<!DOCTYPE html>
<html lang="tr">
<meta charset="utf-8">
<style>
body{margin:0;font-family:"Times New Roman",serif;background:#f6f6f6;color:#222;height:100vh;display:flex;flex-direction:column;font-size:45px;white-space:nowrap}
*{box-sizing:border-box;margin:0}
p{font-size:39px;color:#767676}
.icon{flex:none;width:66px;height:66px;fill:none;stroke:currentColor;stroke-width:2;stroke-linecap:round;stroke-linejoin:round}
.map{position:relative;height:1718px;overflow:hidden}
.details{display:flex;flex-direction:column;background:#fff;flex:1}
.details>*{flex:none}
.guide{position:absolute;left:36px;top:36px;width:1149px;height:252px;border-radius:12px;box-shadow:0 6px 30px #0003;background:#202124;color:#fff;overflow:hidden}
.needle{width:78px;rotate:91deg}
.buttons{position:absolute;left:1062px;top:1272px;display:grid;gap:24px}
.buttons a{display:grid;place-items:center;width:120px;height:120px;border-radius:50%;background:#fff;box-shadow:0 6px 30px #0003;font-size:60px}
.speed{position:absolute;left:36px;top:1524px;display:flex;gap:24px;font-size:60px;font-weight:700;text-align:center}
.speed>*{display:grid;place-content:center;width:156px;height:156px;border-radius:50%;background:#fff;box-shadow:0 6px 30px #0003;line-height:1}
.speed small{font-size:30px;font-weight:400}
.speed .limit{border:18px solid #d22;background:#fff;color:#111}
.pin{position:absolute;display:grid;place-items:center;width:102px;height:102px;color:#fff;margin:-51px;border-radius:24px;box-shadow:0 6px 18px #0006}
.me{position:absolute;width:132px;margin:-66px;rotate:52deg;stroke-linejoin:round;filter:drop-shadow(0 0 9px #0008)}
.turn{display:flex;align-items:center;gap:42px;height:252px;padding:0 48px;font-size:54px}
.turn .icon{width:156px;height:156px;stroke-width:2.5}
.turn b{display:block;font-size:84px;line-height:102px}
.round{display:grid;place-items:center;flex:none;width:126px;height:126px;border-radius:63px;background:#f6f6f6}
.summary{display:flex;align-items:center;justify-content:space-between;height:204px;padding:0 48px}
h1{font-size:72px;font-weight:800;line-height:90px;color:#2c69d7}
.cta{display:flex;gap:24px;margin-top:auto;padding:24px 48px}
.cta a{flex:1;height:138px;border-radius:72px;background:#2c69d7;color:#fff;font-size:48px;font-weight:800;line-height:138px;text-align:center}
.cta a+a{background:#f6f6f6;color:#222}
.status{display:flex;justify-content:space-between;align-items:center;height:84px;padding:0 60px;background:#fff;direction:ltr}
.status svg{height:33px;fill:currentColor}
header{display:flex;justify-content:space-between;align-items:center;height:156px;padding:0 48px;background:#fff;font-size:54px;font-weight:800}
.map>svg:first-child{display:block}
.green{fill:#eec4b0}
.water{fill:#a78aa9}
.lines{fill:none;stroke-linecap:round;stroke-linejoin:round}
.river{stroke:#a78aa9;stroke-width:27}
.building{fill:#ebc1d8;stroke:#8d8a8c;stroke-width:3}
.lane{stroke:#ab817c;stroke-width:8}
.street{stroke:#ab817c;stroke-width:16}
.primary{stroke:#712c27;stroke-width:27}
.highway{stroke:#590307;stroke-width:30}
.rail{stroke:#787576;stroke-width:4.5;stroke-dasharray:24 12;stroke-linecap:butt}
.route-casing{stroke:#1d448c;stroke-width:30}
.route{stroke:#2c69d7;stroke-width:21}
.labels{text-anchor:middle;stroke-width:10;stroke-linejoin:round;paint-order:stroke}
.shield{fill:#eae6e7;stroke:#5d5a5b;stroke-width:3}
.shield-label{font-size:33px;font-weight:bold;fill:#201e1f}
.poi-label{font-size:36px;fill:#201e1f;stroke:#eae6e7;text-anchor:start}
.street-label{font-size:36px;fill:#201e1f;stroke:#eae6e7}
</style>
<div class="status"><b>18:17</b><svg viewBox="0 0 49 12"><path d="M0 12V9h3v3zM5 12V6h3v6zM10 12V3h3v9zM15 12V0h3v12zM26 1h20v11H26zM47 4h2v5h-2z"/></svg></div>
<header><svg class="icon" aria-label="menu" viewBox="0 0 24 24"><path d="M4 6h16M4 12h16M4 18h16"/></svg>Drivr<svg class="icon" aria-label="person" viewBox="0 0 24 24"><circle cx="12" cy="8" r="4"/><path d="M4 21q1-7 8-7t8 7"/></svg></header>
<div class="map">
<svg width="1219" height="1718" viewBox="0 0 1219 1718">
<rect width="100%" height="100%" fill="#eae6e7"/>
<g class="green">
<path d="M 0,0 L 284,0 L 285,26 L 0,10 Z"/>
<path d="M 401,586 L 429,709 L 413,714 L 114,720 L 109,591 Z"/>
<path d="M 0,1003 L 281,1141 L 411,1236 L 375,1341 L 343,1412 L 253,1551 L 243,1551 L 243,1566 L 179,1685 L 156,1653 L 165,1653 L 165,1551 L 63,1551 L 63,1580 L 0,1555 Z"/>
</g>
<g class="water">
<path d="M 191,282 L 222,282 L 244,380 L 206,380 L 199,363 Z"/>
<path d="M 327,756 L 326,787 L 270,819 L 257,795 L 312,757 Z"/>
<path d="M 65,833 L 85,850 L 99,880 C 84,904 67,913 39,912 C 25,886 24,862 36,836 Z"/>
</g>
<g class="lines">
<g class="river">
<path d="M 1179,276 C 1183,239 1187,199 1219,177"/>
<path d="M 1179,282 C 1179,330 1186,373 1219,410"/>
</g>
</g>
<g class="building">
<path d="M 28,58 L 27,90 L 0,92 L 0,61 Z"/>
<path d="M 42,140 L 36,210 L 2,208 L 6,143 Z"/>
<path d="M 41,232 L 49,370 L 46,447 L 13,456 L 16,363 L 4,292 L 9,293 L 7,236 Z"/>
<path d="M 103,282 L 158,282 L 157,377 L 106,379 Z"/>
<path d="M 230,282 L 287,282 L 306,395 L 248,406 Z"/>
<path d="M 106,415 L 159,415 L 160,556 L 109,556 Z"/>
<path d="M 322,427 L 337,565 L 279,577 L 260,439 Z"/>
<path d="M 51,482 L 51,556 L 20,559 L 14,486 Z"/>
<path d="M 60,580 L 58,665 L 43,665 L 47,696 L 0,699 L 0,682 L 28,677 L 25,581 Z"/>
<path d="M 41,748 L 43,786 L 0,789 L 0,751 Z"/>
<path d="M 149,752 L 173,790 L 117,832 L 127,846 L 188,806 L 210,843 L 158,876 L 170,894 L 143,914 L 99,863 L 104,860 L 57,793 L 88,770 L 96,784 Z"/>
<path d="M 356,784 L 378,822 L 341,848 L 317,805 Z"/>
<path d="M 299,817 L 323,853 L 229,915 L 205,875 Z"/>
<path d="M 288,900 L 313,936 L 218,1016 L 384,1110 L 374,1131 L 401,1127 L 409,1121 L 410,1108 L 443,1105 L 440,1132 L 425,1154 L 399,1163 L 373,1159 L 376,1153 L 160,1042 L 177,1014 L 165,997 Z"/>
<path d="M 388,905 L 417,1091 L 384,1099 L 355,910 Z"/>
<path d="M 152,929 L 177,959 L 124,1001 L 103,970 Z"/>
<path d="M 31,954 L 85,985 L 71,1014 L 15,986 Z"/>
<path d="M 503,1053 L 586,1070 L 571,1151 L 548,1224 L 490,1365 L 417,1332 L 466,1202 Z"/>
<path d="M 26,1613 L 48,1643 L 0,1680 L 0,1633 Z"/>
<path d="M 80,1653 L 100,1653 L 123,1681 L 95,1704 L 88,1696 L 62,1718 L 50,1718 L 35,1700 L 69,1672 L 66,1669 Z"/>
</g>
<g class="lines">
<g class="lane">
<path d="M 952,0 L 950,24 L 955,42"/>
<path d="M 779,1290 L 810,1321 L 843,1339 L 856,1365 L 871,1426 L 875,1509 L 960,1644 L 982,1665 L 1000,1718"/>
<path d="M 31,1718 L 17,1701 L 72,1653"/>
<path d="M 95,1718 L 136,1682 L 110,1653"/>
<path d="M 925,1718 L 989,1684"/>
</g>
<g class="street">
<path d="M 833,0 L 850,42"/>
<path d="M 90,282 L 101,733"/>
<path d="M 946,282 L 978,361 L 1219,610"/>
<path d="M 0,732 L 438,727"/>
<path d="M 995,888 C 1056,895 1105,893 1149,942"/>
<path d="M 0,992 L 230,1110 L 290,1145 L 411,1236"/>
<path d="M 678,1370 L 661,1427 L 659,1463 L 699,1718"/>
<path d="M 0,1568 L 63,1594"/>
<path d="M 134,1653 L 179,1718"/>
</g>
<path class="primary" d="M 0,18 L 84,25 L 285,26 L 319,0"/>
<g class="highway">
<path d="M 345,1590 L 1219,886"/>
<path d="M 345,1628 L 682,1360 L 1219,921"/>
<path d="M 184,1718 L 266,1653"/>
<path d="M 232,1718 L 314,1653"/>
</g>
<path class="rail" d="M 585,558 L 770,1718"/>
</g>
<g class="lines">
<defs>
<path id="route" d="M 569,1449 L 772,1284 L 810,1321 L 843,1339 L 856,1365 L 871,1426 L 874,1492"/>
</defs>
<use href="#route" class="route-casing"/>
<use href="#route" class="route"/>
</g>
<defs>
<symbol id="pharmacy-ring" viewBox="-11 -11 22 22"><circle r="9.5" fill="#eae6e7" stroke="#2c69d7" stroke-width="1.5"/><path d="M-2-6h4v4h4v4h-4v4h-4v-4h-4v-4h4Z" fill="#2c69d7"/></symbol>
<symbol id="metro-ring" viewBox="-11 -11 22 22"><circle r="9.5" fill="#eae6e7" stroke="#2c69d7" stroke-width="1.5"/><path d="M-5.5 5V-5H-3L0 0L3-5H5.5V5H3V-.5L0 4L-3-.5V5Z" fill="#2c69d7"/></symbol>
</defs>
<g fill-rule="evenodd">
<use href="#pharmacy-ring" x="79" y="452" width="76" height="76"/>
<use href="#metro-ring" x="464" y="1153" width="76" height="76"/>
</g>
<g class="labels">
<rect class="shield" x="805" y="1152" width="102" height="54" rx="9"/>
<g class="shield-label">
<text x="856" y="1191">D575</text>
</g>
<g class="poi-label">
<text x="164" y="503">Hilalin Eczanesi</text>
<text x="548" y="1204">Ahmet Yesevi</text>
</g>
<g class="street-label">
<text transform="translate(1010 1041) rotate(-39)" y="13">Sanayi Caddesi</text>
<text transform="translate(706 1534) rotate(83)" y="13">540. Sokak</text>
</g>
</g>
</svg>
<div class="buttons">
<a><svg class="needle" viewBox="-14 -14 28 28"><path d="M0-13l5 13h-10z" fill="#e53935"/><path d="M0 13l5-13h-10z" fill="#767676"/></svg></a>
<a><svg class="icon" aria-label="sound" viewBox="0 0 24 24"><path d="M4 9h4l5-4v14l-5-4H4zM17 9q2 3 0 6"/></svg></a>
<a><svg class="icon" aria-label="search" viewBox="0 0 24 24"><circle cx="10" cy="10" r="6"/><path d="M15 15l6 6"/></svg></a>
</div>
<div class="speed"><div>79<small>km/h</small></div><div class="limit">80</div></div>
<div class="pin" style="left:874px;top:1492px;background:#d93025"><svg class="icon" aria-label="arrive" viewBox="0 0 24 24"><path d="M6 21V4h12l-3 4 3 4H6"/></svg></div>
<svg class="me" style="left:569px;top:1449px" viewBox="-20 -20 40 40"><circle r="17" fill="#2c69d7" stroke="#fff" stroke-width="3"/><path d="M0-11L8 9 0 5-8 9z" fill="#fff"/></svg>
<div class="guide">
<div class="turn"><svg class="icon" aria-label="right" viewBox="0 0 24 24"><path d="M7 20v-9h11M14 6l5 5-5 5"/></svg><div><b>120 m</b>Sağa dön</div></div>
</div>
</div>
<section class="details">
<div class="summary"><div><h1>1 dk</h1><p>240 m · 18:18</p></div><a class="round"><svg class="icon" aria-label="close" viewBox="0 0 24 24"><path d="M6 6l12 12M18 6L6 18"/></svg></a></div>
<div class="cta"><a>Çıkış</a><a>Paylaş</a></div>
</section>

○ ○ ○ ○ ○

Go to the line with "1179,276 C 1183,239" in the entries above and repeat every line from there through the line with "42,140 L 36,210", exactly and with no other text.

§ **ANSWER BOX**:
<path d="M 1179,276 C 1183,239 1187,199 1219,177"/>
<path d="M 1179,282 C 1179,330 1186,373 1219,410"/>
</g>
</g>
<g class="building">
<path d="M 28,58 L 27,90 L 0,92 L 0,61 Z"/>
<path d="M 42,140 L 36,210 L 2,208 L 6,143 Z"/>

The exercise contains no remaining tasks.